== Segment start ==

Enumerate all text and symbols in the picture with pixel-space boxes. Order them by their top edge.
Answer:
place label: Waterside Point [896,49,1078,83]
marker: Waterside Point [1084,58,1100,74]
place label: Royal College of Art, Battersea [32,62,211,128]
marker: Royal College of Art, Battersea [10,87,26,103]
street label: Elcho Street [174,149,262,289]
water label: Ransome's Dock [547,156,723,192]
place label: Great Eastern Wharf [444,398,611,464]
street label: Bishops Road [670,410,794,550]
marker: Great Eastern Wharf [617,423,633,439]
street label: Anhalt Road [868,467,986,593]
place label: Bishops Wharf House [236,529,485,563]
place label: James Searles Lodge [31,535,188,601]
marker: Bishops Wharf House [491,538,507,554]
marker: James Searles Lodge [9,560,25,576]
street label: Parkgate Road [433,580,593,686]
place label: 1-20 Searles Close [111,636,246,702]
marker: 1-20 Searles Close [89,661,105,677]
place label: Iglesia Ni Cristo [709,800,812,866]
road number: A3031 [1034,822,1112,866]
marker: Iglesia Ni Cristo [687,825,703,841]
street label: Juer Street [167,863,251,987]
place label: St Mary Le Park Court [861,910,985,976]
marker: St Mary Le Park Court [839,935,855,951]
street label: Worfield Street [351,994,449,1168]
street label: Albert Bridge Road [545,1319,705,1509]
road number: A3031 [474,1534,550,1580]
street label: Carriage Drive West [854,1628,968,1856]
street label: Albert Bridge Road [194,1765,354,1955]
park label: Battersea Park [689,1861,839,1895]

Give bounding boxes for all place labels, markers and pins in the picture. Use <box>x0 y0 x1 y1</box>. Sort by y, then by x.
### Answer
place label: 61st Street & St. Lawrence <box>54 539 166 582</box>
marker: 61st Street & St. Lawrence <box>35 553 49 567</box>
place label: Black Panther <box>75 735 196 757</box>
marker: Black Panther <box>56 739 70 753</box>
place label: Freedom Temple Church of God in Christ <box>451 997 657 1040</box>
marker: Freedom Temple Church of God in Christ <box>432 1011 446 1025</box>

== Segment end ==

A reply that repeats all the data exactly is required.

Answer to this task:
Enumerate all text and symbols in the picture with pixel-space boxes. Order them by their top edge.
Answer:
place label: Waterside Point [896,49,1078,83]
marker: Waterside Point [1084,58,1100,74]
place label: Royal College of Art, Battersea [32,62,211,128]
marker: Royal College of Art, Battersea [10,87,26,103]
street label: Elcho Street [174,149,262,289]
water label: Ransome's Dock [547,156,723,192]
place label: Great Eastern Wharf [444,398,611,464]
street label: Bishops Road [670,410,794,550]
marker: Great Eastern Wharf [617,423,633,439]
street label: Anhalt Road [868,467,986,593]
place label: Bishops Wharf House [236,529,485,563]
place label: James Searles Lodge [31,535,188,601]
marker: Bishops Wharf House [491,538,507,554]
marker: James Searles Lodge [9,560,25,576]
street label: Parkgate Road [433,580,593,686]
place label: 1-20 Searles Close [111,636,246,702]
marker: 1-20 Searles Close [89,661,105,677]
place label: Iglesia Ni Cristo [709,800,812,866]
road number: A3031 [1034,822,1112,866]
marker: Iglesia Ni Cristo [687,825,703,841]
street label: Juer Street [167,863,251,987]
place label: St Mary Le Park Court [861,910,985,976]
marker: St Mary Le Park Court [839,935,855,951]
street label: Worfield Street [351,994,449,1168]
street label: Albert Bridge Road [545,1319,705,1509]
road number: A3031 [474,1534,550,1580]
street label: Carriage Drive West [854,1628,968,1856]
street label: Albert Bridge Road [194,1765,354,1955]
park label: Battersea Park [689,1861,839,1895]

Give bounding boxes for all place labels, markers and pins in the picture. Use <box>x0 y0 x1 y1</box>. Sort by y, then by x.
### Answer
place label: 61st Street & St. Lawrence <box>54 539 166 582</box>
marker: 61st Street & St. Lawrence <box>35 553 49 567</box>
place label: Black Panther <box>75 735 196 757</box>
marker: Black Panther <box>56 739 70 753</box>
place label: Freedom Temple Church of God in Christ <box>451 997 657 1040</box>
marker: Freedom Temple Church of God in Christ <box>432 1011 446 1025</box>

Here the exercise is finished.